In this case, neighbors with adjoining properties clashed over which of two driveways was plaintiff’s easement. Plaintiff’s lot was landlocked. Plaintiff argued his easement to access the highway was a gravel driveway (“the Gravel Drive”). Defendants argued plaintiff’s easement was a two-track dirt trail that wound through the woods on defendants’ property (“the West Drive”).

Easement

In May of 1972, members of defendants’ family were deeded the back half of a parent parcel of land (the M lot). The M lot did not have access to the highway, and so their deed provided an easement over the front half of the parent lot. The deed described the easement as an easement over and across the lands of the grantors in a North and South direction same being an existing roadway from the highway to the lands of the grantees, approximately 20 feet wide to be used for ingress and egress to the lands herein granted.

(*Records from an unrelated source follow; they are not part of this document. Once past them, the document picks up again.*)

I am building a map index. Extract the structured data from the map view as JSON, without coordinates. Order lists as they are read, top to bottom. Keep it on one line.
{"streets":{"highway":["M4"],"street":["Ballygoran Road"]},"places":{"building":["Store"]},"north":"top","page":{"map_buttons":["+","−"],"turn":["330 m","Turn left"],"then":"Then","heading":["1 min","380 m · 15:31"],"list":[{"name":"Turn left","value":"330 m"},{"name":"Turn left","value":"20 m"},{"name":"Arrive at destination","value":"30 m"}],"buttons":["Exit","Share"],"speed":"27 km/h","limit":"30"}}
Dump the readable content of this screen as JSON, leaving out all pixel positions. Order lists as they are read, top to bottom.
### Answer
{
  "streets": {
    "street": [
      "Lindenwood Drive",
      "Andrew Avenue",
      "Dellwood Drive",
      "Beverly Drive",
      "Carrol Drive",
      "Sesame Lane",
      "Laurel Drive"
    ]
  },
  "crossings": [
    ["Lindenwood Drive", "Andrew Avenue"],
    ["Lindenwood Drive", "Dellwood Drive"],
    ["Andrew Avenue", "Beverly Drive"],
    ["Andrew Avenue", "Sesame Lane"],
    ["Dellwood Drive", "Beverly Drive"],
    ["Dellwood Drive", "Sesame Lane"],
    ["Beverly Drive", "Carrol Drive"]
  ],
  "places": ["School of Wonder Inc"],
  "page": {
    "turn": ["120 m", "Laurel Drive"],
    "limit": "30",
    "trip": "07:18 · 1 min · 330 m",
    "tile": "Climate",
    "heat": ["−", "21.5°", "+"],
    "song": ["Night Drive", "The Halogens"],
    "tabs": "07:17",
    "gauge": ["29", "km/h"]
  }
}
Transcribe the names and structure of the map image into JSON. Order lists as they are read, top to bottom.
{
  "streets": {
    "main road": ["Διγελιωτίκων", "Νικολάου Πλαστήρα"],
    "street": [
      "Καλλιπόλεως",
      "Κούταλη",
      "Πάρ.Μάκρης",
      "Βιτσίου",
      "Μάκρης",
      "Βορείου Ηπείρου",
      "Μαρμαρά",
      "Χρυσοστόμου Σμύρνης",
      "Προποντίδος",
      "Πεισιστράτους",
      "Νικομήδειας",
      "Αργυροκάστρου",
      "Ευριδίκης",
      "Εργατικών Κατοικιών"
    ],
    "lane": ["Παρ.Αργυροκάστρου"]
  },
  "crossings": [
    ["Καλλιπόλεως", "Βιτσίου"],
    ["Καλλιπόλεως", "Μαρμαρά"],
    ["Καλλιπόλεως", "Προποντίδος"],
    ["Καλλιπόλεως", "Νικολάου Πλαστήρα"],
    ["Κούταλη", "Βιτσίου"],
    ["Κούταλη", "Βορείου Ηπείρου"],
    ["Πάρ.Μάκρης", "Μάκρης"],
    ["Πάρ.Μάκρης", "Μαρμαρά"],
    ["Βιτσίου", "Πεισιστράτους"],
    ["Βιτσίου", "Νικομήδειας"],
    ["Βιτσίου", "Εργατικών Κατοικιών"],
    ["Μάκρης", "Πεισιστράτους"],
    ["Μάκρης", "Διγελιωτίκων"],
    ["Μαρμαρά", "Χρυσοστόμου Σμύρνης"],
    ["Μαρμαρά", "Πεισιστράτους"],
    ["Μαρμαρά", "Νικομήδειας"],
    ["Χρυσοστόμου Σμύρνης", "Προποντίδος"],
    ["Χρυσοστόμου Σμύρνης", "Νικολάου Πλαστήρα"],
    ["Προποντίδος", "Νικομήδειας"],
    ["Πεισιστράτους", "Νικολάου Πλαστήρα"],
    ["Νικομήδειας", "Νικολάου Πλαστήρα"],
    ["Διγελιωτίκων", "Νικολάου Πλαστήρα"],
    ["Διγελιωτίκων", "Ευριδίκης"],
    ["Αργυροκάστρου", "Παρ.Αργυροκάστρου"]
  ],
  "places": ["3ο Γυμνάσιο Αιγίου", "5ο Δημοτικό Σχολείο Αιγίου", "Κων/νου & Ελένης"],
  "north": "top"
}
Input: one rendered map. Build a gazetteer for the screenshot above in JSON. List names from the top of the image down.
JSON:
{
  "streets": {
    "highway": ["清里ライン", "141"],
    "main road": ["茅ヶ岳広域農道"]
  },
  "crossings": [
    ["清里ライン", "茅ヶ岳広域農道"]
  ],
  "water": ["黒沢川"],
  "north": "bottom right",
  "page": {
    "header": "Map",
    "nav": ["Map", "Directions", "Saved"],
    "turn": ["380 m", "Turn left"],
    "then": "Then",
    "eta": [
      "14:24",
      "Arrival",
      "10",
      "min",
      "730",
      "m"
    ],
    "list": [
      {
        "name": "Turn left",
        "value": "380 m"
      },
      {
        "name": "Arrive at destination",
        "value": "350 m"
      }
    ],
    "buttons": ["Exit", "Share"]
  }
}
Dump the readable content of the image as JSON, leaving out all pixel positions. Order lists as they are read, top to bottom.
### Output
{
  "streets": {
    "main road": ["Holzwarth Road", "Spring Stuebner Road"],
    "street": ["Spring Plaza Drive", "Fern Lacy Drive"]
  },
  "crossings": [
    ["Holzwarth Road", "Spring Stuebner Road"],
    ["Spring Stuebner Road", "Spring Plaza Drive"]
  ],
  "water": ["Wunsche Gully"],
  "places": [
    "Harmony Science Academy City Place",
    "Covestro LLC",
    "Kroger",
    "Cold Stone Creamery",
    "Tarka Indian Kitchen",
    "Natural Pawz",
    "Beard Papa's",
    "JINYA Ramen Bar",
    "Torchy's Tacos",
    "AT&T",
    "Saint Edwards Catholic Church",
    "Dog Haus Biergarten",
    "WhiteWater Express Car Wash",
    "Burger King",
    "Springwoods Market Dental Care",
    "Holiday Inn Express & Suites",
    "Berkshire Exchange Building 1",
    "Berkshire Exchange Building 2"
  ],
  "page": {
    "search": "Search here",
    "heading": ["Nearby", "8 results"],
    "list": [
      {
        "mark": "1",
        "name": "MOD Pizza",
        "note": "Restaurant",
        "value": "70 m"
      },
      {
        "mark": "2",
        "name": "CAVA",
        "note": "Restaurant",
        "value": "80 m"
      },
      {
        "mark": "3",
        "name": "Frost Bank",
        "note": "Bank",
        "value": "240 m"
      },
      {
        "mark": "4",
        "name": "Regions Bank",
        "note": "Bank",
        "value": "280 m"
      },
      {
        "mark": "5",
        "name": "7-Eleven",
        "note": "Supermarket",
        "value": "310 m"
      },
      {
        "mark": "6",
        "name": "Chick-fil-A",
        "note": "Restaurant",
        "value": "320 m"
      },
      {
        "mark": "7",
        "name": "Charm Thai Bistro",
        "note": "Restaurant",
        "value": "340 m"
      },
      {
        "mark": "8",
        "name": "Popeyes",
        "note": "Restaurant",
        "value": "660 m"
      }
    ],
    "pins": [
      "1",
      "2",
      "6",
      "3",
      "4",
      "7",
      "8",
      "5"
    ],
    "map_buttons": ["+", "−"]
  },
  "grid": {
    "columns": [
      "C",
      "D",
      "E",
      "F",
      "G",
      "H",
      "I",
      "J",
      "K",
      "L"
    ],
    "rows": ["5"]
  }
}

About 10 years later, defendants’ family created a new lot in the southeast corner of their lot. This would become plaintiff’s lot. The deed provided plaintiff’s lot an easement, and the deed described the easement the same way the 1972 deed described the M lot’s easement.

Lawsuit

When plaintiff first moved into his lot in 2019, he began using the West Drive to access his lot. But eventually, plaintiff came to believe the Gravel Drive was the easement described in his deed. Plaintiff sued defendants for trespass and nuisance, alleging the Gravel Drive was his easement and defendants were interfering with his right to use it.

Bench Trial

At the bench trial, defendant indicated that when the defendants moved onto their lot in 1972, the Gravel Drive did not exist yet only the West Drive did. Specifically, defendant testified his father put in the Gravel Drive a few years after 1972. Also, defendant testified that only the West Drive connected to plaintiff’s lot, as the Gravel Drive never connected to plaintiff’s lot. He testified all his family members who had lived on plaintiff’s lot before plaintiff, used the West Drive to access plaintiff’s lot.

Plaintiff offered no evidence to controvert defendant’s testimony that only the West Drive existed at the time the defendants received the deed to their lot. But plaintiff did offer evidence controverting defendant’s testimony about whether the Gravel Drive connected to plaintiff’s lot.

The trial court concluded the evidence showed the West Drive was the easement described in plaintiff’s deed, and plaintiff failed to prove otherwise. The trial court entered a judgment declaring the West Drive was plaintiff’s easement.

Assistance with Easement Disputes

Are you involved in an easement dispute with your neighbor? If you are facing an easement dispute you should seek the advice of an experienced and skilled real estate attorney. To schedule a consultation with one of our experienced real estate litigation attorneys, contact our law office in Plymouth, Michigan.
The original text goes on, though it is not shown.